The four of us set out again. The road is dustier now and the going harder, the landscape rolls out in front of us. Bujora is actually the highest point of land for miles around and heading away from it we glimpse every now and then through the gaps in the small granite hills the dark blue of Lake Victoria, waiting for us at the end of our journey. The sky ahead of us is turning bruised blue and black and suddenly a crack of lightning electrifies the sky and the thunderous call rolls out to greet us.
As the first heavy drops of rain begin to fall we seek shelter in the nearest house. Constantine calls Hodi and we are welcomed into a small room where a man sits in front of a basket of dried cassava peeling the shells from ground nuts.

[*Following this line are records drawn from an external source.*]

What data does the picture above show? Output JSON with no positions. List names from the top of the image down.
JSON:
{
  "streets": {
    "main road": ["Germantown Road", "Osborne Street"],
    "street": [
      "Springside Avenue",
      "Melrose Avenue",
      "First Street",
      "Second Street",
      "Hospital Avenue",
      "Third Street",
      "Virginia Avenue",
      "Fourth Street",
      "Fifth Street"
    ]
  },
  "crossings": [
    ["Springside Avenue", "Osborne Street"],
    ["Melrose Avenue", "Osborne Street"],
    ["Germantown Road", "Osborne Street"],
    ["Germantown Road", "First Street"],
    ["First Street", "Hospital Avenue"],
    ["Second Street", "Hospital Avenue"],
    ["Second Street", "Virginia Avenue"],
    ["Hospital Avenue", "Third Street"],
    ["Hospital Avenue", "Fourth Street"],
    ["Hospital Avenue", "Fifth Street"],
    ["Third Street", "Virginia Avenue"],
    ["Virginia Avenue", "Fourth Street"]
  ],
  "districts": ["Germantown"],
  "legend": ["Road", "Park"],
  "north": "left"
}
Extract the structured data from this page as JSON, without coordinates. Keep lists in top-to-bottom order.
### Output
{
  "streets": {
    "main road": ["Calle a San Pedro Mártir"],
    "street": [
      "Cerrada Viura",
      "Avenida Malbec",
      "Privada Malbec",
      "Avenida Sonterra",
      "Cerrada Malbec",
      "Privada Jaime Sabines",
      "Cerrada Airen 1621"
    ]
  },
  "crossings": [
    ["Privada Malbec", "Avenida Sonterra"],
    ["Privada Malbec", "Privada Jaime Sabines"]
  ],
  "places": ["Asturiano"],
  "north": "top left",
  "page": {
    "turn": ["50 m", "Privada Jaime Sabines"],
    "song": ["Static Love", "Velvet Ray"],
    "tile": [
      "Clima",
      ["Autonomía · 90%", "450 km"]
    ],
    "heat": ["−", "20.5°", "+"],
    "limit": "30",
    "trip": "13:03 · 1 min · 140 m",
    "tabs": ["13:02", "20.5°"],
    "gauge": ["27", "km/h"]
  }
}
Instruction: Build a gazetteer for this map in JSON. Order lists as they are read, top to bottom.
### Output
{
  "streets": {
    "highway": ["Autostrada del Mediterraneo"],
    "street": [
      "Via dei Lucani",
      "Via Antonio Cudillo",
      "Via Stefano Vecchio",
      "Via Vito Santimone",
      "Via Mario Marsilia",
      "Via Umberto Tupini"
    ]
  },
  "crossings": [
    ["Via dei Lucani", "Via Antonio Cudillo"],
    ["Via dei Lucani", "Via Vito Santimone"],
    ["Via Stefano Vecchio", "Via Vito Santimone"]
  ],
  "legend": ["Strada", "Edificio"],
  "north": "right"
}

Constantine and the man and his wife exchange greetings and the name of their grandfathers. This is an important part of the Sukuma greeting, knowing who someone’s grandfather is and I imagine a complex social geography stretching back through the generations, learned in childhood, a precise way of pinning people to a place and a history.
As the rain batters on the roof we join in the task of preparing the ground nuts. We are friends now says the man. Next time you come you can bring me a watch as a gift; perhaps I will give you a hen? When the rain finally stops I think we are going to leave but of course first we must be fed. We sit down to eat sweet potatoes and roasted peanuts with sweet hot chai to wash them down.